Sarajevo, city of hope

 Assassination site of Archduke Franz Ferdinand of
Austria, whose death in 1914 triggered WWI
Sarajevo is an enigma. The city today is warm, welcoming, safe, and pleasantly multicultural, yet reminders of its turbulent history are hard to miss.

The city is nestled in a mountain valley, surrounded on all sides by rugged terrain. In winter there is usually snow (Sarajevo hosted the 1976 Winter Olympics) but this year, in March, what snow had fallen was long gone, and the hills were brilliantly green. Except, that is, for large white patches on all sides... no matter which direction you look, you see the green interrupted by white. It isn't snow. It's gravestones. Thousands of gravestones. The modern capital of Bosnia-Herzegovina is surrounded by the victims of the Yugoslav civil war, a constant reminder of the atrocities committed here and throughout Bosnia as the former communist nation was torn apart by separatists. In some parts of town, most buildings more than 3 stories tall are pock-marked with holes from mortar shells and artillery fire. It's quite sobering, yet hope is also everywhere evident... in the artwork, sculptures, monuments, and memorials found throughout the city encouraging remembrance, forgiveness, and vigilance against hate.

Hotel VIP, Sarajevo....
My return flight is out of Sarajevo; I look forward to coming back to learn more about this fascinating city. I hope to join one of the organized walking tours about the lives of citizens during the civil war, when the locals were essentially trapped in the city by Yugoslav-Serbian forces in the surrounding hills. I remember back in the early 90's, seeing footage of people pinned down by sniper fire ("Sniper Alley" was infamous for fatalities, as it's orientation afforded the Serbian snipers a clear shot of anyone on the street), running for their lives. As a traveler, I like to think that people are essentially good-- and my faith is not yet shaken, but one gift from Sarajevo is knowing that people can overcome even the worst of human nature.




A day in Sarajevo

Springtime in old town Sarajevo
Arrived at the Sarajevo airport in good shape after a 20+ hour trip to witness a minor miracle - my checked bag appeared in the carousel. Before leaving San Diego I'd decided to chuck my carry-on only rule and packed a sacrificial bag full of warm but expendable clothing that I wouldn't fret over if never seen again (I had two extremely tight connections in SFO and Istanbul and doubted I would make it through both, let alone a checked bag.) Kudos, Turkish Airlines! It's cold here in March and I am grateful for the extra layers.


There are numerous outdoor cafes, all with wifi
Joy of joys, the owner of my hotel was waiting for me right at the exit. We sped down the highway and arrived at my home for the next two nights: Hotel VIP. When checking in I mentioned I'd like to take a walk to shake off the flight, and maybe have a glass of wine.

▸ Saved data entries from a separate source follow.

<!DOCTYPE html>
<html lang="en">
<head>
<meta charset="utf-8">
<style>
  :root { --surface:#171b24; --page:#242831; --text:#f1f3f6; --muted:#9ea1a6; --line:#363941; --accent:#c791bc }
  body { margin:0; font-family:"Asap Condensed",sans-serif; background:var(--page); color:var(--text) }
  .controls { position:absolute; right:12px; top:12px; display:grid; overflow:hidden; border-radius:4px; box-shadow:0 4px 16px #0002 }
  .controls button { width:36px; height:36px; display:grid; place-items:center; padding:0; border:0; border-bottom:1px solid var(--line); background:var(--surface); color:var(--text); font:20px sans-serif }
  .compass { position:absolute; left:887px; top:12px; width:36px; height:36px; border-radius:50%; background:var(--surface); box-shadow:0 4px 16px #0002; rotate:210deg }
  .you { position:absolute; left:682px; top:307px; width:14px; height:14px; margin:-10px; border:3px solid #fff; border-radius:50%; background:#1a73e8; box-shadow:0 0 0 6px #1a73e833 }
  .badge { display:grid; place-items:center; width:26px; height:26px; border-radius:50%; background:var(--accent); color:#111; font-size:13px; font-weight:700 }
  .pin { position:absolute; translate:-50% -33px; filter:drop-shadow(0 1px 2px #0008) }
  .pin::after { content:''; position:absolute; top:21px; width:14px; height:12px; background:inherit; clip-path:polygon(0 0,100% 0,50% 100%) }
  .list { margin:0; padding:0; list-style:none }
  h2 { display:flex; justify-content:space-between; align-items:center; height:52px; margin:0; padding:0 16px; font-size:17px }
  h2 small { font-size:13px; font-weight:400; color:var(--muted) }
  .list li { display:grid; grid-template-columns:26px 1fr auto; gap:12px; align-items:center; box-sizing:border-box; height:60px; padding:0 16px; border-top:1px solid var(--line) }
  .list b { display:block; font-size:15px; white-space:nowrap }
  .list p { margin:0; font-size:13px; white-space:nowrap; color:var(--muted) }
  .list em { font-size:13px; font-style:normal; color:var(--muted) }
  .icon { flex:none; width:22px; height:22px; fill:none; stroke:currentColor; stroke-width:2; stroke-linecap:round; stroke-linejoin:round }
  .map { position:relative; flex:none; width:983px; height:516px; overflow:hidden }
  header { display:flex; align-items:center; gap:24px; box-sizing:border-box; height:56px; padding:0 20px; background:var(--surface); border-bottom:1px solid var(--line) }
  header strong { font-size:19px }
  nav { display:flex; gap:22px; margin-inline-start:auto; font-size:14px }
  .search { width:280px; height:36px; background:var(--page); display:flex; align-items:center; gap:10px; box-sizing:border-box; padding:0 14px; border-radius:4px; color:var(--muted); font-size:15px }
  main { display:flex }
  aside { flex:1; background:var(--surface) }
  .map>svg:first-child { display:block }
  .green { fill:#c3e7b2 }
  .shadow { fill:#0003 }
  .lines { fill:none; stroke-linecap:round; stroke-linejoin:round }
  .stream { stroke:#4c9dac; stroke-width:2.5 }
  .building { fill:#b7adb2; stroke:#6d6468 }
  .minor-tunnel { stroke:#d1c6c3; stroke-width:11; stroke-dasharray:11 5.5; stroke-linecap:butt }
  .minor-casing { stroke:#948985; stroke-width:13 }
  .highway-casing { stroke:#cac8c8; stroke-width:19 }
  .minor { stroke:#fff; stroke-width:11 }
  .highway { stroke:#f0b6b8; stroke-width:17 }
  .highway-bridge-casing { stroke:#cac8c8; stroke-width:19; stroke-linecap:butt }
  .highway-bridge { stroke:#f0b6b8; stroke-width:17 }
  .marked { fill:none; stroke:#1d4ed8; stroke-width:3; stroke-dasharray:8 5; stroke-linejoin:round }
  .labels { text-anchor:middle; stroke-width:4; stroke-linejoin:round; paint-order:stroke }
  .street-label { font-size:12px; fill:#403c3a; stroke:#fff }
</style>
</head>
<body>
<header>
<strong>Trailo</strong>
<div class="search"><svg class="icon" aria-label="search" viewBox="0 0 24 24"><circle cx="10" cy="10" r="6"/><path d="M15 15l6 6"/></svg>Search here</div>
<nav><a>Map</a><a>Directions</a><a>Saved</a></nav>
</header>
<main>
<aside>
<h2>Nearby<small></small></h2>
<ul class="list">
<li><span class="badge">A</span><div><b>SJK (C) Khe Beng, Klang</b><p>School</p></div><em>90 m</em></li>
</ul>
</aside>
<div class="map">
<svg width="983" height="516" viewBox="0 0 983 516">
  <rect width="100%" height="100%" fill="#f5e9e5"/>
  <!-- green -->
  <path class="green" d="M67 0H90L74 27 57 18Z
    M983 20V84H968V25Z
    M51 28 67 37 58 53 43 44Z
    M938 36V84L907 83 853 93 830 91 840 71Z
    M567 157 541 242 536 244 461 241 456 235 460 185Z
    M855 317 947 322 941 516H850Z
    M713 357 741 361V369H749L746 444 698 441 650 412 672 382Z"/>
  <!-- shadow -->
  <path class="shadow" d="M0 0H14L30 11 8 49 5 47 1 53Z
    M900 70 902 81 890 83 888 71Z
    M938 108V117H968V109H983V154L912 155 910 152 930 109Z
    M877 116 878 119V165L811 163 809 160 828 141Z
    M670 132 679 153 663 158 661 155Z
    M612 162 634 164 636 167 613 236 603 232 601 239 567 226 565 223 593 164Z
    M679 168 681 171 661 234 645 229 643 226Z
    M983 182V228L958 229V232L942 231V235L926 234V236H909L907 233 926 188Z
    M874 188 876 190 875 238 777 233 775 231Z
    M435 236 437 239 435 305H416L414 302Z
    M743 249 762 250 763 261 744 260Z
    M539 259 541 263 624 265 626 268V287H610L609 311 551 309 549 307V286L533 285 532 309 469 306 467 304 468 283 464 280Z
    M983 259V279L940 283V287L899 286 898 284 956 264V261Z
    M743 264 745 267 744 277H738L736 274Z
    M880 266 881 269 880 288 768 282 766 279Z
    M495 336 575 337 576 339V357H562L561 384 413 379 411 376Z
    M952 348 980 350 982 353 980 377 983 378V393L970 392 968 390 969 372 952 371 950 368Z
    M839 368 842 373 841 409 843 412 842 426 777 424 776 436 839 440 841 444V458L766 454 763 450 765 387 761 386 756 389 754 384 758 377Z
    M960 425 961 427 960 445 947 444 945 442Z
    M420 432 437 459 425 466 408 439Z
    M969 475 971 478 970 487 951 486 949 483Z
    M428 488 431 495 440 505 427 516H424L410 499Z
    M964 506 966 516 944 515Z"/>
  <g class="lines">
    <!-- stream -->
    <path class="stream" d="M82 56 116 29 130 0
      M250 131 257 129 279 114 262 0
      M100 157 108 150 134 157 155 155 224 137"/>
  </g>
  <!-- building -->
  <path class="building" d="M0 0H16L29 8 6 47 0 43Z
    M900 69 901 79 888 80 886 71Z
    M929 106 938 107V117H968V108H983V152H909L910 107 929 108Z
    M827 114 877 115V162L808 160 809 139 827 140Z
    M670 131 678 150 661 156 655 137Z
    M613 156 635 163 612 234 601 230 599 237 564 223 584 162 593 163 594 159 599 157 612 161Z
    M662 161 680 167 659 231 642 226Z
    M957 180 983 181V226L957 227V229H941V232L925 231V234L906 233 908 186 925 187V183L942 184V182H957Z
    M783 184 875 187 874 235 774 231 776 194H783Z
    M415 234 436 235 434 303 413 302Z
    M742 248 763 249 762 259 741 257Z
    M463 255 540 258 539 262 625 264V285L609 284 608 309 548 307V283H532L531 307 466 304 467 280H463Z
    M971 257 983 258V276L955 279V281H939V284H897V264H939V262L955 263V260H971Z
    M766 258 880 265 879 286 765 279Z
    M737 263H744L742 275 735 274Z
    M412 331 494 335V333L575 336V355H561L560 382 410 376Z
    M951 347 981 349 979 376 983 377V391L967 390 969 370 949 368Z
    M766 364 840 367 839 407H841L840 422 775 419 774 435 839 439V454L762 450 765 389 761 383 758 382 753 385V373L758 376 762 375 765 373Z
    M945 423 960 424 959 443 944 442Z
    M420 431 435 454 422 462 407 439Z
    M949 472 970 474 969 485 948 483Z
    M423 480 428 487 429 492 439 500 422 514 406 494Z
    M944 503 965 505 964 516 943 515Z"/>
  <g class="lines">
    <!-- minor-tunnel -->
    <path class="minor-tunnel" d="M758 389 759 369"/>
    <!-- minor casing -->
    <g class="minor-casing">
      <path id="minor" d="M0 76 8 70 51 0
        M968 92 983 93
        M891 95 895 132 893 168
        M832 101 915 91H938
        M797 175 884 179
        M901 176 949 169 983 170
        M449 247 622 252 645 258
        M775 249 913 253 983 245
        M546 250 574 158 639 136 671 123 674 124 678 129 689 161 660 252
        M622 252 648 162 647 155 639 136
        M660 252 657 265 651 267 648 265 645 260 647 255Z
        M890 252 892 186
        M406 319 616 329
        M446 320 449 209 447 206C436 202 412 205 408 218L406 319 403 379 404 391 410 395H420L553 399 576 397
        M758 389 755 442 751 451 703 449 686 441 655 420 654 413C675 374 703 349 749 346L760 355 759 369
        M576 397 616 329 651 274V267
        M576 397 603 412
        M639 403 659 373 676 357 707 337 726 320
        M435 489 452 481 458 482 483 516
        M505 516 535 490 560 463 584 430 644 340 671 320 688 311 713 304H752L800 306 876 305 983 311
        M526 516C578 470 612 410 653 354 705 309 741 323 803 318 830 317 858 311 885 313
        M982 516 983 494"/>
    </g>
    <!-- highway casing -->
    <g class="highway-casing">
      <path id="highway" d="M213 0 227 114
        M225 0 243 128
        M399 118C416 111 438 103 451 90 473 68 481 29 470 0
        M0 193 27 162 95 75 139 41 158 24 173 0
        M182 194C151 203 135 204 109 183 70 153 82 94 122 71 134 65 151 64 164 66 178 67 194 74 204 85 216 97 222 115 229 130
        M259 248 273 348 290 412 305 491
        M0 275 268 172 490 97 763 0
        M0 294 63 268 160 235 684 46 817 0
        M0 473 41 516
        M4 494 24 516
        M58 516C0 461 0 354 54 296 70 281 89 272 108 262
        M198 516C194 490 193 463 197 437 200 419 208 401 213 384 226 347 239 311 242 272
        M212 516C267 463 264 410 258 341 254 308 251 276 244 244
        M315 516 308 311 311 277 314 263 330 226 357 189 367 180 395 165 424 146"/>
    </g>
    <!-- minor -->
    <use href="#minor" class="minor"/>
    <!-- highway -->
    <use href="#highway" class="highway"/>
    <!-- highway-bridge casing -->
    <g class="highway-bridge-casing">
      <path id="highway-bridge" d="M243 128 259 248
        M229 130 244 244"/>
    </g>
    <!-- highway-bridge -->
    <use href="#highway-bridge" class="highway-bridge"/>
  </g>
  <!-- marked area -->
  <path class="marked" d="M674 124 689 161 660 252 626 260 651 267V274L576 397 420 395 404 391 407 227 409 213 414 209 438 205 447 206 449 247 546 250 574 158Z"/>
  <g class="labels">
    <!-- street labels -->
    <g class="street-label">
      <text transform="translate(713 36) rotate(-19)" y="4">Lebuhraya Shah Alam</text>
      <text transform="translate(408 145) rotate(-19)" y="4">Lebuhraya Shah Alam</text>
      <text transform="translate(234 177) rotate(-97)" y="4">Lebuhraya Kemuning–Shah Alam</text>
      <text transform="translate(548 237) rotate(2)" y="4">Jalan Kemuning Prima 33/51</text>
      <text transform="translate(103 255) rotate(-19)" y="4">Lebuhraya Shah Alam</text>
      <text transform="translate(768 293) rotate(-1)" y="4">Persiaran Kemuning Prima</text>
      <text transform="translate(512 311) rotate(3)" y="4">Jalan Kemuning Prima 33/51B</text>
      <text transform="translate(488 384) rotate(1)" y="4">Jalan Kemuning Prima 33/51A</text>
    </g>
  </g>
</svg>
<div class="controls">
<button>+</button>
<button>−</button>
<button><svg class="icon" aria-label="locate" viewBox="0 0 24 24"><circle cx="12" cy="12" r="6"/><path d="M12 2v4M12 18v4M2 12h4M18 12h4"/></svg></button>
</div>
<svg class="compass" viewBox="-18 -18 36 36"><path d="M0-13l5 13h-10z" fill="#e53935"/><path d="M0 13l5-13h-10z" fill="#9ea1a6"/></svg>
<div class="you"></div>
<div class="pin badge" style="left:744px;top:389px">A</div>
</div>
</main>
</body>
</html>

The owner's daughter took me by the arm and walked with me across the street to show me Bašcaršija, or old town Sarajevo, explaining that it was perfectly safe for a lone woman to be out and about late at night. At 10:00 pm the streets were full of people, shops and cafes were open, and the vibe was happy and energetic. She pointed out some of the sights and then I was off on my own. I felt extremely safe and enjoyed exploring the winding, narrow pedestrian alleyways. When I returned to the hotel, the owner's daughter greeted me and said she'd left a little gift in my room. It was a small bottle of local red wine. So very sweet.

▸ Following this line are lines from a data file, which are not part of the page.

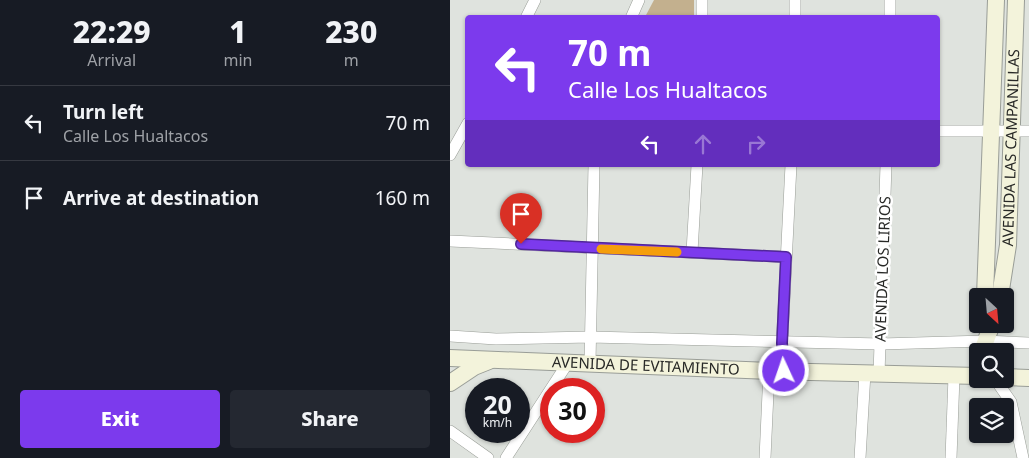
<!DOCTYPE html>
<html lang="en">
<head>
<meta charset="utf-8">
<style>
  :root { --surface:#171b24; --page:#242831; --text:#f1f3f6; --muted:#9ea1a6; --line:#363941; --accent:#7c3aed }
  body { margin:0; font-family:"Noto Sans",sans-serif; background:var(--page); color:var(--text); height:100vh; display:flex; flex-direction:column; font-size:19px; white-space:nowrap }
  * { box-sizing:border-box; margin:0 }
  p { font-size:16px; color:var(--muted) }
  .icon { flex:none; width:28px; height:28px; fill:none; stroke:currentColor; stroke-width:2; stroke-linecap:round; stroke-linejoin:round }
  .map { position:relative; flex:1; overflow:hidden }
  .panel { display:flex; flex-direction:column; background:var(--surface); width:450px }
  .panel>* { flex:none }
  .top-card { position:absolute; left:15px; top:15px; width:475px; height:152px; border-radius:5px; box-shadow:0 1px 4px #0004; background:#7c3aed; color:#fff; overflow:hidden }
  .needle { width:32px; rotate:154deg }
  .fabs { position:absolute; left:519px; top:288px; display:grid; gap:10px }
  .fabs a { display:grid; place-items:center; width:45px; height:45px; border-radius:5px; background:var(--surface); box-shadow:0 1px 4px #0004; font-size:25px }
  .speed { position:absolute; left:15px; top:378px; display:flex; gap:10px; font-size:25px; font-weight:700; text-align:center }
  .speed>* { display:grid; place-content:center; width:65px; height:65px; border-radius:50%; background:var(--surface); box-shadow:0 1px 4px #0004; line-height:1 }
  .speed small { font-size:12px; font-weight:400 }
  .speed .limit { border:8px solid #d22; background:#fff; color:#111 }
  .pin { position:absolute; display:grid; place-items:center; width:42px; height:42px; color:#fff; margin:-51px -21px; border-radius:50% 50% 50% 0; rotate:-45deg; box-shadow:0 0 5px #0007 }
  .pin .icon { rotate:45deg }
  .me { position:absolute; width:55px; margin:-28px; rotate:357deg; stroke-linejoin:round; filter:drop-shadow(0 0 4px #0008) }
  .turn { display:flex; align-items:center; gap:18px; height:105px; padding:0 20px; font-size:22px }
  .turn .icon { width:65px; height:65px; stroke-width:2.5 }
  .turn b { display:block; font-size:35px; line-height:42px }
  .lanes { display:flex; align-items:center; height:48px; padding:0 20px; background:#0003; justify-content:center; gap:25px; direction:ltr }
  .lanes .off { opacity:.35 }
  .eta { display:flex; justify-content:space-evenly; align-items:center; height:85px; text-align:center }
  .eta b { font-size:30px; font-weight:800; line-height:35px }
  .primary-button { display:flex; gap:10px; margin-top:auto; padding:10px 20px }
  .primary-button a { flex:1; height:58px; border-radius:5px; background:var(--accent); color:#fff; font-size:20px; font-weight:800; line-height:58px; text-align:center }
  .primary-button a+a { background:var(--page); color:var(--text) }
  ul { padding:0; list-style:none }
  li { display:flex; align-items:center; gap:15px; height:75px; padding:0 20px; border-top:1px solid var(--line) }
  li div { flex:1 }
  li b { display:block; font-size:19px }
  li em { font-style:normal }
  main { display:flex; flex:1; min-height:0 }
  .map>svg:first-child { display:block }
  .green { fill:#c3b08e }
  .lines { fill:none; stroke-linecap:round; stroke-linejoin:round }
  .street-casing { stroke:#999d97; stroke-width:12 }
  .secondary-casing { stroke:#999d97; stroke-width:18 }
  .street { stroke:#fff; stroke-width:11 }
  .secondary { stroke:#f3f3db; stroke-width:16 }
  .route-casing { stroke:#51269a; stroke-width:12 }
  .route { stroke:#7c3aed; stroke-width:9 }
  .slow { stroke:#f59e0b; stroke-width:9 }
  .labels { text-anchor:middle; stroke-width:5; stroke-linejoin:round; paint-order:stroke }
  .street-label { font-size:15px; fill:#282927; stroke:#fff }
</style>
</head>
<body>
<main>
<section class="panel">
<div class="eta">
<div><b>22:29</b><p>Arrival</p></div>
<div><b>1</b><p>min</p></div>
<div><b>230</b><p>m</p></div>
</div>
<ul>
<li><svg class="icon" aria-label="left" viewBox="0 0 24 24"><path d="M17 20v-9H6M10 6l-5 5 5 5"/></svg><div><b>Turn left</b><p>Calle Los Hualtacos</p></div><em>70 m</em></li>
<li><svg class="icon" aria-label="arrive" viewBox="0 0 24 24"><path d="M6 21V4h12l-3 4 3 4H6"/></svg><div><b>Arrive at destination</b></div><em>160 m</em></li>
</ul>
<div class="primary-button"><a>Exit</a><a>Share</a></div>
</section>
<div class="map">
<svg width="579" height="458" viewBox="0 0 579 458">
  <rect width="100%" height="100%" fill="#dfe3de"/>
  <path class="green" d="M204 0H244V17H195Z"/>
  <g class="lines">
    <defs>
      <g id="street">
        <path d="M76 18 85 0"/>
        <path d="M181 18 189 0"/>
        <path d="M252 18V0"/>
        <path d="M345 18V0"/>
        <path d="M440 18V0"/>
        <path d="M488 131H579"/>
        <path d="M0 155 18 123"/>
        <path d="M0 241 336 257"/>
        <path d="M242 252 247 165"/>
        <path d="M0 336 46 339 140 337 431 344 535 341 579 343"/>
        <path d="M140 363 144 165"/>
        <path d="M334 371 332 343 341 165"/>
        <path d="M429 374 436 165"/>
        <path d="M545 379 561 402 573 458"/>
        <path d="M0 431 38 458"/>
        <path d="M56 458 119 361"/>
        <path d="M315 458 319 371"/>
        <path d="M410 458 415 373"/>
        <path d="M501 458 504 376"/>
      </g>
      <g id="secondary">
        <path d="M535 296 546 0"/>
        <path id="s1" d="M550 296 558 245 566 0"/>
        <path d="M532 351 542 324"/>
        <path id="s2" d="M0 358 319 371 528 376"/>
        <path d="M555 377 579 378"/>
        <path d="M0 383 24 367 39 361"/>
      </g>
    </defs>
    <use href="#street" class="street-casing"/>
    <use href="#secondary" class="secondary-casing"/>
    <use href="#street" class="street"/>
    <use href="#secondary" class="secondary"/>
  </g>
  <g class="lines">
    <defs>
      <path id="route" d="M71 244 336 257 332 343 334 371"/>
    </defs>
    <use href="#route" class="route-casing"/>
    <use href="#route" class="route"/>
    <path class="slow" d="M151 249 227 252"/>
  </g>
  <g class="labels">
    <g class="street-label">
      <text dy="5" stroke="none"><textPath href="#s1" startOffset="149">AVENIDA LAS CAMPANILLAS</textPath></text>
      <text transform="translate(433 269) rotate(-88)" y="5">AVENIDA LOS LIRIOS</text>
      <text dy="5" stroke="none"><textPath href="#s2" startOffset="196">AVENIDA DE EVITAMIENTO</textPath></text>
    </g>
  </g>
</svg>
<div class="fabs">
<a><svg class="needle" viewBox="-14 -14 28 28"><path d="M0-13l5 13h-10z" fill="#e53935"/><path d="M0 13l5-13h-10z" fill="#9ea1a6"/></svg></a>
<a><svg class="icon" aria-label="search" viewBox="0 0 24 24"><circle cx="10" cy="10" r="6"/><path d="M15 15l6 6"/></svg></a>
<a><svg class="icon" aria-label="layers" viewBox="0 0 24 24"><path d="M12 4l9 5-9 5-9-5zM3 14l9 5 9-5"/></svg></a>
</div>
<div class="speed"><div>20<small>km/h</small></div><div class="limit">30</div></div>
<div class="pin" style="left:71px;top:244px;background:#d93025"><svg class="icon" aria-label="arrive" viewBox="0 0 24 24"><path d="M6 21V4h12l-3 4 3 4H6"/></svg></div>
<svg class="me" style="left:334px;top:371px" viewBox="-20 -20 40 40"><circle r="17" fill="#7c3aed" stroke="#fff" stroke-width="3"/><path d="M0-11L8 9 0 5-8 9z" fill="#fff"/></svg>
<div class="top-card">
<div class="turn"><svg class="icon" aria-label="left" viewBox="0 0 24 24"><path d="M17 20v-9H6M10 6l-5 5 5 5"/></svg><div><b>70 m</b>Calle Los Hualtacos</div></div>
<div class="lanes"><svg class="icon" aria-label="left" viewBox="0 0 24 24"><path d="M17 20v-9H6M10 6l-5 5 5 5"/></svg><svg class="icon off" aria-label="ahead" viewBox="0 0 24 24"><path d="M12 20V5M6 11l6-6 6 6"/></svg><svg class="icon off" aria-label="right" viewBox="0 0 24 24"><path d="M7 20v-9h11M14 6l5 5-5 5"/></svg></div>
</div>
</div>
</main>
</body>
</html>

Ottoman period fireplace, Svrzo House
View from Svrzo House to old town
I love to visit museum homes - private residues that have been turned into museums showcasing how life was lived by ordinary people in the past. One such home is the Svrzo House, located just a few minutes walk from old town. Svrzo House offers an intimate view into the daily life of a wealthy Muslim family in the late 18th century, when the Ottoman Empire ruled the Balkans. On the morning I visited, I was the sole guest. There is no tour or pamphlet to guide you, but there are interpretive signs explaining the functions of each room in English as well as Bosnian. I spent a very enjoyable hour exploring the home, imagining the family at home. My favorite memories are of the "Girls' Room" upstairs, protected by a heavy and onately carved wood door sheathed in iron, and the bathroom, complete with a hot water shower. The ornate fireplaces are ingeniously designed, studded with colorful round ceramic tiles (also ornately detailed) which would absorb the heat from the fire within and radiate it slowly to warm the room.